The only competitive sport that I have played at all since leaving school is pub cricket. I don't have any strong pull to cricket, but I have always enjoyed a leisurely afternoon in the sun drinking a few beers and having a fag in the outfield. Our village pub team resolutely upheld non-competitive standards, and any visiting side that seemed to play the game seriously, or even un-drunk or un-hungover was frowned upon and not invited back (the 'serious' sides were always travelling teams of london lawyers and bankers, who invariably managed to smuggle in a couple of Australian ringers, the cads)
I do feel though that if I was to follow a sport, it should be cricket - I like the way that the players are mostly not 'stars', and I like the orderliness of the spectacle, I like the 'englishness' of it - in terms of abstract ideals rather than nationalism . I've never been particularly moved by the reporting of it in the sports pages though.

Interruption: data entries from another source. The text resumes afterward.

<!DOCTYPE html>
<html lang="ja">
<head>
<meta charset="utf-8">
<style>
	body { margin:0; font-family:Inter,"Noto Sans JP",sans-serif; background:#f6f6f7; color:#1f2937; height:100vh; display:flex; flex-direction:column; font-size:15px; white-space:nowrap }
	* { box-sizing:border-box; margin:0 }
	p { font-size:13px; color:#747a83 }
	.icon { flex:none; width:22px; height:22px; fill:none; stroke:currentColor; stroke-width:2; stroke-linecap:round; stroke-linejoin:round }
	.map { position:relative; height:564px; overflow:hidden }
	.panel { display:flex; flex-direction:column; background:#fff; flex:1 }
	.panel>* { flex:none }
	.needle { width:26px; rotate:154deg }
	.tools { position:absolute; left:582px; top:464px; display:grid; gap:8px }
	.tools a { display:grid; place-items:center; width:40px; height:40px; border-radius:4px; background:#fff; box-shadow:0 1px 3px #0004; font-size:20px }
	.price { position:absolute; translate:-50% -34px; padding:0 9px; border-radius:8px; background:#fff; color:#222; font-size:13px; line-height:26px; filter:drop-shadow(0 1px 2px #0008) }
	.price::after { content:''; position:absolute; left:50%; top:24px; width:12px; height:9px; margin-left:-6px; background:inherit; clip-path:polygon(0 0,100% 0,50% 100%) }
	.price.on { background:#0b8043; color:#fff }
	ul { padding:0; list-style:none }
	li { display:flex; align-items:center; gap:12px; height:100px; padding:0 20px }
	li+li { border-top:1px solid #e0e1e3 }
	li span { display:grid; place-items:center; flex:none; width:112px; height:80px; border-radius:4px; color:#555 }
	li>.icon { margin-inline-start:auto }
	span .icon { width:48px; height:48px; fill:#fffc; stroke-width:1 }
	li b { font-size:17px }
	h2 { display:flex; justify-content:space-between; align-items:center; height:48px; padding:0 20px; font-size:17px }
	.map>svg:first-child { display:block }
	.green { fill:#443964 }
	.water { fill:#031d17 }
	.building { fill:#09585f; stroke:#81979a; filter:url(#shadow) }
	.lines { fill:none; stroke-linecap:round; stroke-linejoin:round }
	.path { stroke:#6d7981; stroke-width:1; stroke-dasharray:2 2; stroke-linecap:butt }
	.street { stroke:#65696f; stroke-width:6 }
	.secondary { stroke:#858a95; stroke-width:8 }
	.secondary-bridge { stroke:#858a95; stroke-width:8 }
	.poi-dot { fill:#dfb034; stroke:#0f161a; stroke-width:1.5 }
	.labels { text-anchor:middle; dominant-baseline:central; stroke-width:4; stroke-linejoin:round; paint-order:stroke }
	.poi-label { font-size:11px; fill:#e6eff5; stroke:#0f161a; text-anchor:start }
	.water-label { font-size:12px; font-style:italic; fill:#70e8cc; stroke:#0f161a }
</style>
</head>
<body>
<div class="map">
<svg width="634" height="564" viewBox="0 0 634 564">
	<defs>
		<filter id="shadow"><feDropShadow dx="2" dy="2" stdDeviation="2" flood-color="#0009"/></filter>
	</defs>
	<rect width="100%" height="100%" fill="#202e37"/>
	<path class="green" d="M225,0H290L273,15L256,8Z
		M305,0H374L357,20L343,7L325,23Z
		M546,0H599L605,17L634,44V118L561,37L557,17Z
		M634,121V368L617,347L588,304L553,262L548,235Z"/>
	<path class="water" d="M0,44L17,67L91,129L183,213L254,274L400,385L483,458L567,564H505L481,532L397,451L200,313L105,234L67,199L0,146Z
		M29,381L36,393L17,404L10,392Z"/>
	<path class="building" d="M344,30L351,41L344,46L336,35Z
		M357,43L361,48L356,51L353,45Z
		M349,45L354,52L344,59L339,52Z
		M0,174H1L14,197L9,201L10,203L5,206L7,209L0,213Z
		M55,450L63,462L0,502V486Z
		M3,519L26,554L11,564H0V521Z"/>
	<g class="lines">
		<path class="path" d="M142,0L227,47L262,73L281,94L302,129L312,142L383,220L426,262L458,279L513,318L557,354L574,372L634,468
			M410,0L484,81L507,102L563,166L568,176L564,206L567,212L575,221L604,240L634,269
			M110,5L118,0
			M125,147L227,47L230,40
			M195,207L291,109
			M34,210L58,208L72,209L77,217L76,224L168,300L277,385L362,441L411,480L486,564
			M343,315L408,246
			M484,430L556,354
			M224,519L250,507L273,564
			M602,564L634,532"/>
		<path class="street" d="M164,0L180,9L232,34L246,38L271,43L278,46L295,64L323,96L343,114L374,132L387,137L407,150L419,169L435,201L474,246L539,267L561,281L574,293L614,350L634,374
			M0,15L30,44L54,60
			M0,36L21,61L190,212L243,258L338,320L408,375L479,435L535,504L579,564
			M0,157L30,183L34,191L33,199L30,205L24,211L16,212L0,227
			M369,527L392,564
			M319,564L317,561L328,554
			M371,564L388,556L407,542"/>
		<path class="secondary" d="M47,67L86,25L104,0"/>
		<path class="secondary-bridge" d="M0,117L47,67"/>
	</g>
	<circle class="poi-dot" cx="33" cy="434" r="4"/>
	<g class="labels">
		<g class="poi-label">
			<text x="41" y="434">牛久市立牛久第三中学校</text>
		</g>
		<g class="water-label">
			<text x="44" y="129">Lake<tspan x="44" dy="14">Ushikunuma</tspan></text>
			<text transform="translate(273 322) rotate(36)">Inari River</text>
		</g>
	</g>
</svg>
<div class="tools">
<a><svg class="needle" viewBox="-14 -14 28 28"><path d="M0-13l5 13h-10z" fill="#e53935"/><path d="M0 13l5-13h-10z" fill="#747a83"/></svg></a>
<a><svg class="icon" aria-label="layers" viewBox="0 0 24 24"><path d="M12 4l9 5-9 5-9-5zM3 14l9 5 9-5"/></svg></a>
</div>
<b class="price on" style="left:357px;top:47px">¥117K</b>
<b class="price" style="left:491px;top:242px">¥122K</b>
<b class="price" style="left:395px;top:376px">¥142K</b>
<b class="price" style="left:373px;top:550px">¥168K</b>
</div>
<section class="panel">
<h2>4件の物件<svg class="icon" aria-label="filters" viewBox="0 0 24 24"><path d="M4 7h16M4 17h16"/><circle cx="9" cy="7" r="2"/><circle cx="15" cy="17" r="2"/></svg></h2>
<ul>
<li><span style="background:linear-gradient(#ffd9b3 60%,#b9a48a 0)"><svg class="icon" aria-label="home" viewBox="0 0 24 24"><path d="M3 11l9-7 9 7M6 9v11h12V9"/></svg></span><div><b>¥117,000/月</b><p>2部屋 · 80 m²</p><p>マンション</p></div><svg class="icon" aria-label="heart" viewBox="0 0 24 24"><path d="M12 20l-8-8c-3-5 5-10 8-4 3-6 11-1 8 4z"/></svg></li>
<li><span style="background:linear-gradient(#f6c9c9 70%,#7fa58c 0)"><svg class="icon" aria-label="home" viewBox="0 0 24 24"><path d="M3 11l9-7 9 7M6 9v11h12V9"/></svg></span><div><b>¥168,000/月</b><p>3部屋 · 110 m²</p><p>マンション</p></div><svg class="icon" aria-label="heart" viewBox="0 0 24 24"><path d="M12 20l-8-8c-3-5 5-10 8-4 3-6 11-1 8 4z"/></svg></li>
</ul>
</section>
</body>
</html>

However today I chanced upon a lovely piece in the book I'm reading - Austerity Britain. The writer, Neville Cardus is talking about the incredible 1947 season of Denis Compton (18 centuries in the season)
" Never have I been so deeply touched on a cricket ground as I was in this heavenly summer, when I went to Lord's to see a pale-faced crowd, existing on rations, the rocket bomb still in the ears of most folk - see this worn, dowdy crowd watching Compton. The strain of long years of anxiety and affliction passed from all hearts and shoulders at the sight of Compton in full sail, sending the ball here, there and everywhere, each stroke a flick of delight, a propulsion of happy sane healthy life."
perhaps I'll rejoin the pub team next summer.